When the waves kick up, you can’t help thinking about ultimate stability. Am I feeling form stability, the stability that relies on the boat’s beam and buoyancy to resist healing? Or is it the counteracting righting moment of ballast that is keeping the boat upright? Except for unballasted racing dinghies, it’s a bit of both.
Last month, we discussed multihull stability and how both form stability (weight and beam) and dynamic stability (burying of hulls and bows) affect our ability to stay right-side up (see “Multihull Capsize Risk Check,” February 2021). In “Dissecting the Art of Staying Upright,” Practical Sailor June 2015 we discussed the GZ curve and the limit of positive stability (LPS), also called the angle of vanishing stability (AVS). We’ll review these briefly here, but for those unfamiliar with the topic of stability, it would be good to review our past articles on stability first.
Modern production boats ISO CE category certifications that are supposed to indicate their suitability for sea. Boats rated for Category A “Offshore,” and Category B “Ocean,” must also meet the latest version of the International Stability Standard IS0 12217, which specifies stability based on the boat’s mass and its AVS. Our aim with this report was to address a perennial stability question. Can an owner create a GZ curve and or determine the AVS for custom boats, modified boats or older boats that lack CE certificates or published data?
The GZ Curve
The factors involved in determining the GZ curve, or righting moment curve, is pretty straightforward. Righting moment at any given angle of heel is defined as the force applied at some distance from the heeled center line times the distance from the heeled centerline. For example, if it takes 200 pounds on the rail (6 feet from the centerline in this example) to heel a boat 5 degrees, the righting moment at 5 degrees is 200 x 6 = 1,200 ft-pounds.
In most boats the righting moment rises from zero at rest, to a maximum AVS of about 40-80 degrees of heel. Ballasted keelboats can extend that significantly.
As pointed out in the June 2015 report, it is important to understand that stability is not the same as seaworthiness. Stability is but one item of compliance among many (such as hatch area and placement) used to determine a boat’s ISO CE category. The GZ curve ignores the very significant effect of sloping or breaking waves. Cabin flooding, cockpit flooding, crew movement, gear shifting, and free surface movement of liquids in tanks are also neglected.
Any of these factors can have significant impact on stability, and will greatly reshape a boat’s “real world” GZ curve. Also, as we discussed in our September 2015 PS Advisor column, things like davits, dodgers, and in-mast furling can render obsolete your maker’s stability specs.

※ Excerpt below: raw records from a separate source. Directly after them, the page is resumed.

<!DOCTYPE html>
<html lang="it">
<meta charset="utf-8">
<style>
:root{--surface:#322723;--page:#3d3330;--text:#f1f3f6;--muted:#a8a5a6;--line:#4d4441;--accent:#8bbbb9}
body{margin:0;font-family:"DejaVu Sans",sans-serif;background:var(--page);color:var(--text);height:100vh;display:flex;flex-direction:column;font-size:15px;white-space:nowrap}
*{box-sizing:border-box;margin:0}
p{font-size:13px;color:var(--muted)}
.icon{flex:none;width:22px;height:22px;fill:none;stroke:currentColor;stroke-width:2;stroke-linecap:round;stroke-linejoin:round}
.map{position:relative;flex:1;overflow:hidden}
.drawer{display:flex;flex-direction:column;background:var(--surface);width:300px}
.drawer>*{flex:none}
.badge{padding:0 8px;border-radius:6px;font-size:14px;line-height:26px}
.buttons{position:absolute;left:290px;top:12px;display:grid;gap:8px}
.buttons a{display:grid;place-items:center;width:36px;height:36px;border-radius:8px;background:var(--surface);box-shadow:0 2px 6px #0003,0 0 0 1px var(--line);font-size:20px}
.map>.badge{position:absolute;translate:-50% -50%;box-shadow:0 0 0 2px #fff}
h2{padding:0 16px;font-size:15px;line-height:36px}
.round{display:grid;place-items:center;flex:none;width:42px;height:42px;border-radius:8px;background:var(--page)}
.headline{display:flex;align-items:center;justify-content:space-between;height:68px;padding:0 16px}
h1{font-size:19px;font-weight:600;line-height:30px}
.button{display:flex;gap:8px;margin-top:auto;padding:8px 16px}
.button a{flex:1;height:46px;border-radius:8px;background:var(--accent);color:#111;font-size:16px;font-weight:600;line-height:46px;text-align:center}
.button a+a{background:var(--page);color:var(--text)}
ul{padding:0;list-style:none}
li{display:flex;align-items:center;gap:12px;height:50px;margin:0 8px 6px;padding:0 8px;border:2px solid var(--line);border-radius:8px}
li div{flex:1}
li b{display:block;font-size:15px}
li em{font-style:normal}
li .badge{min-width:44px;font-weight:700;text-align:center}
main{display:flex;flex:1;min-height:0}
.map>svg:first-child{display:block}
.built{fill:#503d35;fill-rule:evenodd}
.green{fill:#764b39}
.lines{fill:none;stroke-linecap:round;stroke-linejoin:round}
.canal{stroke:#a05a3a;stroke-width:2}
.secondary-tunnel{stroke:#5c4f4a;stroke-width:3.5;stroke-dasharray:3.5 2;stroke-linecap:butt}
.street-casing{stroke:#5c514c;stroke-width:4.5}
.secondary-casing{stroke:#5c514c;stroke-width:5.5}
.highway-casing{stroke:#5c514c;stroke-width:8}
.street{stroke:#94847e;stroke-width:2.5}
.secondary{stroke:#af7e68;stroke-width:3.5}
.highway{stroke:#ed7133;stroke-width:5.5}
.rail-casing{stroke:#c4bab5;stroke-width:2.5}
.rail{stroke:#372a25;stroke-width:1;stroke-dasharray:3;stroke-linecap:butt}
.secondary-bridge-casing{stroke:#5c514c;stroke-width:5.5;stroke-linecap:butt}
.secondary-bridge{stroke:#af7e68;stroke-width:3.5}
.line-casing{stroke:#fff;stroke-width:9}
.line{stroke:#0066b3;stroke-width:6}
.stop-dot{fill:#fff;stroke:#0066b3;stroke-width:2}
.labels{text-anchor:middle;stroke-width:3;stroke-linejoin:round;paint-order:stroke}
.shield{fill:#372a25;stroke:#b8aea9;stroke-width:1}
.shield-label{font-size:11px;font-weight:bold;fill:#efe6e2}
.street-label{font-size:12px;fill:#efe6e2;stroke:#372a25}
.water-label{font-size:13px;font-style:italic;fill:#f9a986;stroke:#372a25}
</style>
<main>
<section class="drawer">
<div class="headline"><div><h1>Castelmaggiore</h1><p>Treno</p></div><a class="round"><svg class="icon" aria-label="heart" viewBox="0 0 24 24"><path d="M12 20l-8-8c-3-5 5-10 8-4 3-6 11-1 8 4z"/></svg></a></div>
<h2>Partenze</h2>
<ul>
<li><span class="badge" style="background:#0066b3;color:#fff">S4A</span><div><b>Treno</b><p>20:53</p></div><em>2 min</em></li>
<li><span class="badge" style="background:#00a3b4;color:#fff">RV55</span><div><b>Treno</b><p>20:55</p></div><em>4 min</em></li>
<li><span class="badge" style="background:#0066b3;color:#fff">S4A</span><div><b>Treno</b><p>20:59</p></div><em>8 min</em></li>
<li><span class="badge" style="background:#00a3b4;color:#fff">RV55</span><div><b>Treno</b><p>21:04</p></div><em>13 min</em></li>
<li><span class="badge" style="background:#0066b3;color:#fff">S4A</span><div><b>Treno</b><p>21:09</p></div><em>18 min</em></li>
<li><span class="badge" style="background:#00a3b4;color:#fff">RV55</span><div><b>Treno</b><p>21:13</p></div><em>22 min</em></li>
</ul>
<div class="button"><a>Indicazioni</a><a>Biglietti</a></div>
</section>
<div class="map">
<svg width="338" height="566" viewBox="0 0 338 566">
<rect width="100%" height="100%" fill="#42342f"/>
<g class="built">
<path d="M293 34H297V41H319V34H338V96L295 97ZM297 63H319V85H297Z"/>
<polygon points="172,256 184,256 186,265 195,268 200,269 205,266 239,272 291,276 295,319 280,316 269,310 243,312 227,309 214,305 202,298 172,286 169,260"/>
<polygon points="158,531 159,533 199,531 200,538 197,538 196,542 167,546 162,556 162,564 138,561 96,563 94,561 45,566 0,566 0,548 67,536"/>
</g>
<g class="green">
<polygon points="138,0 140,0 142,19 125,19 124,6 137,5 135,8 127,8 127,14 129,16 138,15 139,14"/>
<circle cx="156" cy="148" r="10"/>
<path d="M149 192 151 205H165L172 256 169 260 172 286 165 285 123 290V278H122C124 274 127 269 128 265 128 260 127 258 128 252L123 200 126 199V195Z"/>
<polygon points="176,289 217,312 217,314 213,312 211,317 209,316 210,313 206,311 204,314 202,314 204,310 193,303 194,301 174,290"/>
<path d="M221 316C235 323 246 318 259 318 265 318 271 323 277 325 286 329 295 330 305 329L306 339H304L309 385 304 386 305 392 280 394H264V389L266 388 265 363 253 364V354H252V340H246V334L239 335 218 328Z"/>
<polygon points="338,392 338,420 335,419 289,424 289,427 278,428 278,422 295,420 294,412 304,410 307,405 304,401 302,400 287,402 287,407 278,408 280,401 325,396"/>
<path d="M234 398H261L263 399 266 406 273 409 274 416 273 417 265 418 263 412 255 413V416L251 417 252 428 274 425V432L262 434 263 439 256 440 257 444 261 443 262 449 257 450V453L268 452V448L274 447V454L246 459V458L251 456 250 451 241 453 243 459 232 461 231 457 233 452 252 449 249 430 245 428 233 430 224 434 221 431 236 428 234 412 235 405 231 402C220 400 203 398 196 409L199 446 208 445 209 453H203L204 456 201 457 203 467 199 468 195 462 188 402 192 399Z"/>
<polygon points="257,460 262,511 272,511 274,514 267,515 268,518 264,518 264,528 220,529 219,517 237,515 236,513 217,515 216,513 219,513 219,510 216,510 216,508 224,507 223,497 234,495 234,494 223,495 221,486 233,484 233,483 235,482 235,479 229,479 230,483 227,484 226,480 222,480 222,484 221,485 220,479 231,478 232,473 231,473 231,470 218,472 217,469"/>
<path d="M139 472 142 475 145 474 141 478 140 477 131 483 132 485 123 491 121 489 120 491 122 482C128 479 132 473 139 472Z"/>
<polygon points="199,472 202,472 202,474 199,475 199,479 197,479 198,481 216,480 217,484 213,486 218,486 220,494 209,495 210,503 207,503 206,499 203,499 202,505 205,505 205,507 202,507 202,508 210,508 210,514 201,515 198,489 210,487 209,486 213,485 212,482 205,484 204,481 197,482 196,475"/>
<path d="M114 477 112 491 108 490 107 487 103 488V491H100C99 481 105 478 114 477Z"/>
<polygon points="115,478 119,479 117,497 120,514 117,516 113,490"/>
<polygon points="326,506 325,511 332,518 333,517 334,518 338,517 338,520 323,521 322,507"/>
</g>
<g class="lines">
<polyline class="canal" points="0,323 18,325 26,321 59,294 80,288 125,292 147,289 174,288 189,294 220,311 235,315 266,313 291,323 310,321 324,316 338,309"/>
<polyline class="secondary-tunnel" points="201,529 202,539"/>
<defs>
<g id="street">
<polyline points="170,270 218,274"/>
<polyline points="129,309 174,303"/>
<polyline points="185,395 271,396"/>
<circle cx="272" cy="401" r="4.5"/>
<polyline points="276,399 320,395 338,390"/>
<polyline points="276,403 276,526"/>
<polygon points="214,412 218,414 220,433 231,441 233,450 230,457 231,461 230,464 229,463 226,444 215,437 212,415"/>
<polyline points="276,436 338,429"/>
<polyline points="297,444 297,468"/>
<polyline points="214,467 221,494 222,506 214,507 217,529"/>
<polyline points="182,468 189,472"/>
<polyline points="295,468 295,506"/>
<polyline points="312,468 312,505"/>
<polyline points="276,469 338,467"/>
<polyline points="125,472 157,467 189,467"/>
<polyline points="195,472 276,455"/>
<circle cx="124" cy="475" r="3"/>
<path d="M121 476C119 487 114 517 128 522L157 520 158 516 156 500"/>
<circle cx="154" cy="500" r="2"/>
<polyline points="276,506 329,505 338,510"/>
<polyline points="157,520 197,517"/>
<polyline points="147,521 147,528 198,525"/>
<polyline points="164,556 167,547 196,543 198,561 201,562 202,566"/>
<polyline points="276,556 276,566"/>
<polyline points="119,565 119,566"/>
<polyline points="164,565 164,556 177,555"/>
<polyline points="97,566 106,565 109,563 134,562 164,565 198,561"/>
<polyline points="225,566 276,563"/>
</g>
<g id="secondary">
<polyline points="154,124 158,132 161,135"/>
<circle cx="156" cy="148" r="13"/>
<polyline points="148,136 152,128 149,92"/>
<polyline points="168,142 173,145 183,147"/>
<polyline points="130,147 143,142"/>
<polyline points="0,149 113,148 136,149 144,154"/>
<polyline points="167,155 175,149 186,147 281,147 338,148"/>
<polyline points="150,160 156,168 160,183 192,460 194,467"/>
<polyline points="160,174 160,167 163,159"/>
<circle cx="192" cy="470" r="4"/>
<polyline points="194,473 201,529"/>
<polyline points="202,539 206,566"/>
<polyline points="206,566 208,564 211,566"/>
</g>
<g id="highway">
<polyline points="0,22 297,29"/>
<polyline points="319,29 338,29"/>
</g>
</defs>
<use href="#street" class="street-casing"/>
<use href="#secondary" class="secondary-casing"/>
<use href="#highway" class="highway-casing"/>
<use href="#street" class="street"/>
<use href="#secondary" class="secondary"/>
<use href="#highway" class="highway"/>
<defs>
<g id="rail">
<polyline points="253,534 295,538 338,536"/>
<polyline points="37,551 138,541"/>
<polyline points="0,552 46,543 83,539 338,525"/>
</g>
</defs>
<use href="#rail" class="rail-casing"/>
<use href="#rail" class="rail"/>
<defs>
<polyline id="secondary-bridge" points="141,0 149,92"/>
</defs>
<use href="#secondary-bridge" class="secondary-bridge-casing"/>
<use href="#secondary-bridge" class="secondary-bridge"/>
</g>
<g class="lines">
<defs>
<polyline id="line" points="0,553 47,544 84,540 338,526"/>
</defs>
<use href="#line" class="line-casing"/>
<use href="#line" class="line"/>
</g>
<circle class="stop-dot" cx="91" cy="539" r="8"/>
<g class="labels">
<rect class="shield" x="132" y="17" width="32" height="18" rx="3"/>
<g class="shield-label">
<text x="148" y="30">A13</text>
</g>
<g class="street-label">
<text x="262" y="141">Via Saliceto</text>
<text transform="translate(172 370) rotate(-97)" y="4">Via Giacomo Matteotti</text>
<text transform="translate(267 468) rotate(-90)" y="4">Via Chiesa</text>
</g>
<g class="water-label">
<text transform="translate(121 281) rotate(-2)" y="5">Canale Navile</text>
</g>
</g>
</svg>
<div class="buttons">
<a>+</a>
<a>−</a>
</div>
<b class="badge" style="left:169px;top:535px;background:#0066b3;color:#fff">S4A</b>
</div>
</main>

What does a desirable GZ curve look like? What AVS or LPS do we aim for? According to the World Offshore Special Regulations, racers will not be issued a valid racing certificate for World Sailing races if the boat’s upper limit of positive stability is less than 103 degrees (90 degrees for ORC sport boat), as measured per IS0 12217-2.
Practical Sailor recommends a minimum of 120 degrees for cruising monohulls. Boats certified by the ORC (Offshore Racing Congress) have had the shape of their GZ curve evaluated by computer, based on data obtained while taking precise measurements while heeling the boat with weights in calm conditions. The measurements help determine the center of gravity of the boat, the shape of the GZ curve, and the limit of positive stability.
With or without the involvement of a naval architect, getting accurate GZ Curve using an incline test is not the sort of thing a typical DIY sailor is usually capable of handling.
The simplified (ISS) method does a fair job of predicting the stability of unballasted powerboats, but not ballasted sailboats. At 10-15 degrees of heel the hulls are similar, but at extreme angles they are very different. A 5-10 degree heel on a powerboat reveals a lot about stability, but with a sailboat, we want to know the maximum righting moment (probably between 40-80 degrees), and the angle of no return (limit of positive stability), which probably occurs with the mast deep underwater. The shape of the GZ Curve becomes clear only after a boat is heeled close to the maximum righting moment.
The Westlawn approach
The high-profile capsize of a number of small passenger pontoon ferries in the U.S. has prompted a search for a simplified stability testing process that the U.S. Coast Guard could apply to small commercial passenger boats. Like IS0 CE 12217, the current Coast Guard method of evaluating stability is complex, requiring detailed hull form and construction data, and calculations based on the relationship between the center of gravity, center of buoyancy, and the heeled metacenter. These measurements are not readily available for many boats, and any changes to the boat’s design or operations (number, or placement of passengers) can make the original numbers wildly inaccurate.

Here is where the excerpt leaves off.